Interfacial Stability of Phosphate-NASICON Solid Electrolytes in Ni-Rich NCM Cathode-Based Solid-State Batteries

A nondegrading, low-impedance interface between a solid electrolyte and cathode active materials remains a key challenge for the development of functional all-solid-state batteries (ASSBs). The widely employed thiophosphate-based solid electrolytes are not stable toward oxidation and suffer from growing interface resistance and thus rapid fading of capacity in a solid-state battery.
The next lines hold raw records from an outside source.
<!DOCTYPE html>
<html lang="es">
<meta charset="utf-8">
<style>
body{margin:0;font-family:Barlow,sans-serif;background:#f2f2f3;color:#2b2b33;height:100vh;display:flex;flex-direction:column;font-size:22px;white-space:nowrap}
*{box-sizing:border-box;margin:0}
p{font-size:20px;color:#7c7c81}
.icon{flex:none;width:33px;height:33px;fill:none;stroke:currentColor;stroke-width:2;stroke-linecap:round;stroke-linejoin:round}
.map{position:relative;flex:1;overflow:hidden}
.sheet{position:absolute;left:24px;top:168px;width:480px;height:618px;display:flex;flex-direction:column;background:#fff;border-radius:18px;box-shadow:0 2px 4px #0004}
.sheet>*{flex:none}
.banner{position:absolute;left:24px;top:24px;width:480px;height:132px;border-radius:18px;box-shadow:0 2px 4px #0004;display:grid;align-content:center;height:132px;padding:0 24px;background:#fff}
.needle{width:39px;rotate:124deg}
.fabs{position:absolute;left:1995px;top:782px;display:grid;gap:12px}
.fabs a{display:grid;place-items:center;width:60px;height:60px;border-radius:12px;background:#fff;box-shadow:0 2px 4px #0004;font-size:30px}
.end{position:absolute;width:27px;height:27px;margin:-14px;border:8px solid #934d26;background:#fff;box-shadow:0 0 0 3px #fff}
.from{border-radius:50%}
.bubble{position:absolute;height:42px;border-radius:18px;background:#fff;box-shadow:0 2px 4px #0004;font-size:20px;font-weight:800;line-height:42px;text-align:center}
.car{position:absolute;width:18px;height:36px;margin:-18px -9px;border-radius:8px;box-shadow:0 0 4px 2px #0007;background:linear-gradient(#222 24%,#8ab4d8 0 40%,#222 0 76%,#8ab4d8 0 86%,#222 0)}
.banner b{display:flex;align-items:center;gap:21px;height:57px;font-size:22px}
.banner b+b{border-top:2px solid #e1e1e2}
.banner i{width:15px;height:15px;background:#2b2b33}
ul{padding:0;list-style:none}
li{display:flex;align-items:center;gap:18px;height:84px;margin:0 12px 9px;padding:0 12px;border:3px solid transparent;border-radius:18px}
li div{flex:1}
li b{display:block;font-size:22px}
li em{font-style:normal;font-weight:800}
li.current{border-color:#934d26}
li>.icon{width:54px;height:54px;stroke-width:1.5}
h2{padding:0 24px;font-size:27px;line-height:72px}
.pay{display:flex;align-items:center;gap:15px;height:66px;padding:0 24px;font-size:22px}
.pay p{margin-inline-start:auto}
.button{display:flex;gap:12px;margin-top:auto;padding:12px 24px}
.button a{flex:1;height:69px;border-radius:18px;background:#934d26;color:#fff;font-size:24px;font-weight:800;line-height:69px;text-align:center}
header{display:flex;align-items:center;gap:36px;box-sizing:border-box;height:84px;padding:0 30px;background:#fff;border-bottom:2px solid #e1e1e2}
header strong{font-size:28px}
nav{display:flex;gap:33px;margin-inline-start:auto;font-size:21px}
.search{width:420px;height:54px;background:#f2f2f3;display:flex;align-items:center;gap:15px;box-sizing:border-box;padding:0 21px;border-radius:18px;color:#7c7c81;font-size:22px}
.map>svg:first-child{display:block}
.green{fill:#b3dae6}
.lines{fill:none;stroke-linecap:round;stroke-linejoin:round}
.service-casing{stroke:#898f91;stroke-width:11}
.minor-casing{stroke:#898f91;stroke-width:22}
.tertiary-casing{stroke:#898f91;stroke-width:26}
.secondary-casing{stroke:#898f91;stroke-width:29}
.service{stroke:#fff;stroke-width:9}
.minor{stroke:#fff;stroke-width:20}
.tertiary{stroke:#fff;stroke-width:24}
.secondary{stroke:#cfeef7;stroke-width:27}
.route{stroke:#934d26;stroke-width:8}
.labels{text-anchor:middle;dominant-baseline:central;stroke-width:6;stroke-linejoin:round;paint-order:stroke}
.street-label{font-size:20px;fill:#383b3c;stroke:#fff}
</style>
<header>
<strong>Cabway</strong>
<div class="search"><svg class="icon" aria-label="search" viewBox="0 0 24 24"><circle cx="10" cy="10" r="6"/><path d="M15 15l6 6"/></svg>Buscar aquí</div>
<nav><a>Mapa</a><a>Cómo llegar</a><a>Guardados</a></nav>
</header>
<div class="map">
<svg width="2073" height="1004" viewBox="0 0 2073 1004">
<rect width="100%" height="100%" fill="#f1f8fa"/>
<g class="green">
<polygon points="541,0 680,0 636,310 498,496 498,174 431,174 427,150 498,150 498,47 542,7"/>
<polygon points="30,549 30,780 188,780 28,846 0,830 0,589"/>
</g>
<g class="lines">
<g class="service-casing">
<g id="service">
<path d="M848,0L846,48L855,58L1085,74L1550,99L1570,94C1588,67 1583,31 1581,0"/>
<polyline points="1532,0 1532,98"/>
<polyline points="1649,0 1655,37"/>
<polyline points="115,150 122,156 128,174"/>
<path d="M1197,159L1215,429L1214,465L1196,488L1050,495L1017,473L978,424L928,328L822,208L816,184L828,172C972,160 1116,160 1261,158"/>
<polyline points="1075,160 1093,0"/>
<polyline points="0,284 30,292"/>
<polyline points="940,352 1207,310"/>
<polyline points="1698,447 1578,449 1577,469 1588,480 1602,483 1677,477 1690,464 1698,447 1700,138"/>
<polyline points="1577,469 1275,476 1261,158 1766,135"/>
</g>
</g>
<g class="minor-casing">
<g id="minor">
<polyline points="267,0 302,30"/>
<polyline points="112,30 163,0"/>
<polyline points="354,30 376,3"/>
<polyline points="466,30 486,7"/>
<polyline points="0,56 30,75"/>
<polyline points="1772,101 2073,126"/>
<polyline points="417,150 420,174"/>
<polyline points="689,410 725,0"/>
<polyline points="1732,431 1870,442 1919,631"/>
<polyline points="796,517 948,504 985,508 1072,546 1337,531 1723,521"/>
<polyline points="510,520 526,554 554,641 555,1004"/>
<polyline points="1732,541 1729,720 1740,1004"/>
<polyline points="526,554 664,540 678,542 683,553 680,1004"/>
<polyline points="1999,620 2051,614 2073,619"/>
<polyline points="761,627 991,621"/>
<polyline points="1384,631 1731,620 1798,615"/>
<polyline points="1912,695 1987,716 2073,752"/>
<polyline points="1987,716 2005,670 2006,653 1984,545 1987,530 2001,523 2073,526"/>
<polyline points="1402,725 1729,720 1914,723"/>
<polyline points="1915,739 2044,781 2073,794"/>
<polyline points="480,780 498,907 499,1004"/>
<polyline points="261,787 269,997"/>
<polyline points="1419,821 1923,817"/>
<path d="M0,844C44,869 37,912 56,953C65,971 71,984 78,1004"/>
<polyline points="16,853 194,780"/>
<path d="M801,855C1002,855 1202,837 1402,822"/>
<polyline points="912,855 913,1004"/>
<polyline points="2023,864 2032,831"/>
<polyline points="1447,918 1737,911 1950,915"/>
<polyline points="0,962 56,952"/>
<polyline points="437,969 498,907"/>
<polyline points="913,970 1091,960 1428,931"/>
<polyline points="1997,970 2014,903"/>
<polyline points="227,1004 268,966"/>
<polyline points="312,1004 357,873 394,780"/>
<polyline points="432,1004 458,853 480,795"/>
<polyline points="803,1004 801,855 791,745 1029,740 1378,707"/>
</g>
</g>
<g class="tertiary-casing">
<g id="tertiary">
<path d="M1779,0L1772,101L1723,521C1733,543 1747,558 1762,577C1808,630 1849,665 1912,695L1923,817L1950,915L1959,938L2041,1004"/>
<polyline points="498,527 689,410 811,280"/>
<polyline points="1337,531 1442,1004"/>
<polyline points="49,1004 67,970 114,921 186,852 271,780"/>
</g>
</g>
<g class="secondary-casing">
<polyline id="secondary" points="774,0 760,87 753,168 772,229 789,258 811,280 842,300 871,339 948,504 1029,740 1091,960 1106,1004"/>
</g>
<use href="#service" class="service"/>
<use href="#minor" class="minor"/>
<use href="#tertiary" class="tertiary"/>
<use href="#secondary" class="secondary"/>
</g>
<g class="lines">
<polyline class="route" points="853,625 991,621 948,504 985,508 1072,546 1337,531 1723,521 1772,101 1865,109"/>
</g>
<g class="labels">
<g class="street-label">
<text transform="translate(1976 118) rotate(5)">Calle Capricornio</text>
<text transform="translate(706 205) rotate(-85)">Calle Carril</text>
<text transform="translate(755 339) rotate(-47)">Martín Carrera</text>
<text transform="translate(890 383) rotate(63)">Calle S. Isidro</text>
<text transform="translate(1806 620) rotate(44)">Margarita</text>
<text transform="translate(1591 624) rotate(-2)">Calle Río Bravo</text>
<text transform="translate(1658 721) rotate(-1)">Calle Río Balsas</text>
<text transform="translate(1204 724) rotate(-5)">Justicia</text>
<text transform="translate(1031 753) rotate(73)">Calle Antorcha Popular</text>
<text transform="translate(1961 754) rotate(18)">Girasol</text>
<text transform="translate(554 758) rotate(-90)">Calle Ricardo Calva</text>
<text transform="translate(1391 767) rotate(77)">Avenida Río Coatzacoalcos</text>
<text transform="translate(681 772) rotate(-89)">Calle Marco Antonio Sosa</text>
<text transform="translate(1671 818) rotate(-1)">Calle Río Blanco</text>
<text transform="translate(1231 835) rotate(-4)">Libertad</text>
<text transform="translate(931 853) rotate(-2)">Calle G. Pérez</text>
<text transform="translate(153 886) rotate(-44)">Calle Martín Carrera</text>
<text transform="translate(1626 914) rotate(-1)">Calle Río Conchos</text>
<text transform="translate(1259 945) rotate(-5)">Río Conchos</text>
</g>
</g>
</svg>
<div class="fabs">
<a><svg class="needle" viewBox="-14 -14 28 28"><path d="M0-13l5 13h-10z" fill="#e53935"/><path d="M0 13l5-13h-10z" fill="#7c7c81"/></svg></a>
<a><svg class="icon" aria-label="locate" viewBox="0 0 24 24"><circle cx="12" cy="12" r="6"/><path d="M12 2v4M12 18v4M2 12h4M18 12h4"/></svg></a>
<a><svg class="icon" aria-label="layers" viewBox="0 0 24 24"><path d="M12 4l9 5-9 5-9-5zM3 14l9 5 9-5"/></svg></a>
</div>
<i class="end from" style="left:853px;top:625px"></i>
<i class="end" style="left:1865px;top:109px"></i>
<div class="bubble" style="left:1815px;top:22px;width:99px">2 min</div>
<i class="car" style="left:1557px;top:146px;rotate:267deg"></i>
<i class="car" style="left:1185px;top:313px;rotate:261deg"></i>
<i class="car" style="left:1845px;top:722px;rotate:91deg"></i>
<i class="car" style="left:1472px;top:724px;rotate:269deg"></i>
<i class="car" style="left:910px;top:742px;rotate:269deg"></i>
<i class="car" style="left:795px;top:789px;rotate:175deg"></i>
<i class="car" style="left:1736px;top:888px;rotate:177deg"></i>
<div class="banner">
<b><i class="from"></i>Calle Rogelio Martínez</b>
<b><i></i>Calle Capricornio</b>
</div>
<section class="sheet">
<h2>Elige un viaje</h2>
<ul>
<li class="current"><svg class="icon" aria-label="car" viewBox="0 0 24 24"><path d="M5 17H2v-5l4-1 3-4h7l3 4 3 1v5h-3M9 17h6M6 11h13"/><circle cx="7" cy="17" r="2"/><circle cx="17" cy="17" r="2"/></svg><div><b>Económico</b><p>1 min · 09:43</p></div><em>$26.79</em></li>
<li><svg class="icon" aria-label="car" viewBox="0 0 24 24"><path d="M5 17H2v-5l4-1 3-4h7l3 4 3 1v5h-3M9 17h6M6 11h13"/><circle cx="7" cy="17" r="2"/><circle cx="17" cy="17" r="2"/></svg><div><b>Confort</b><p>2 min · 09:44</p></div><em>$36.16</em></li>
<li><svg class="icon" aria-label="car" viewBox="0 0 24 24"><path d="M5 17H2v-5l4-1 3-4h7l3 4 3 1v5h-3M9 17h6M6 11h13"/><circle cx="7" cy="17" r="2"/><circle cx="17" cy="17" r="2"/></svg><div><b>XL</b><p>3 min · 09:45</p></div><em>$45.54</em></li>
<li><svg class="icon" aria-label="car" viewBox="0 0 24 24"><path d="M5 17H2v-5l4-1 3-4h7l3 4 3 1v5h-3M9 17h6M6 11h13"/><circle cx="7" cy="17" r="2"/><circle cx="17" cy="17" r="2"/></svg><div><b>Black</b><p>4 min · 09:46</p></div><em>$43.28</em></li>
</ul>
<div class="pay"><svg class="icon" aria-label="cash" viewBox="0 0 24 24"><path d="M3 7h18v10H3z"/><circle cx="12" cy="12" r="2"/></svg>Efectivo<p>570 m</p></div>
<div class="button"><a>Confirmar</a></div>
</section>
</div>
In contrast, NASICON-type phosphates such as Li_{1+ x}Al _xTi_{2- x}(PO₄)₃ and Li_{1+ x}Al _xGe_{2- x}(PO₄)₃ are stable at high potentials, but their mechanical rigidity and high grain boundary resistance are thought to impede their application in bulk-type solid-state batteries. In this work, we present a comparative study of a LiNi_0.8Co_0.1Mn_0.1O₂ (NCM-811) cathode composite employing either β-Li₃PS₄ (LPS) or Li_1.5Al_0.5Ti_1.5(PO₄)₃ (LATP) as a solid electrolyte. LPS is employed as a separator in both cases to assemble a functional ASSB. To avoid high-temperature processing of LATP, along with subsequent detrimental interfacial reactions with NCM materials, the ASSBs are constructed and operated in a hot-press setup at 150 °C. The cathode interfaces are investigated using in situ electrochemical impedance spectroscopy and X-ray photoelectron spectroscopy, which reveals that the interface resistance is strongly suppressed and the chemical state of the composite is unchanged during cycling when employed with LATP. The cell using LATP is reversibly charged and discharged for multiple cycles and outperforms a comparable cell using a thiophosphate composite electrode. The results indicate that LATP in the cathode composite represents an excellent candidate to overcome interfacial challenges in bulk-type solid-state batteries.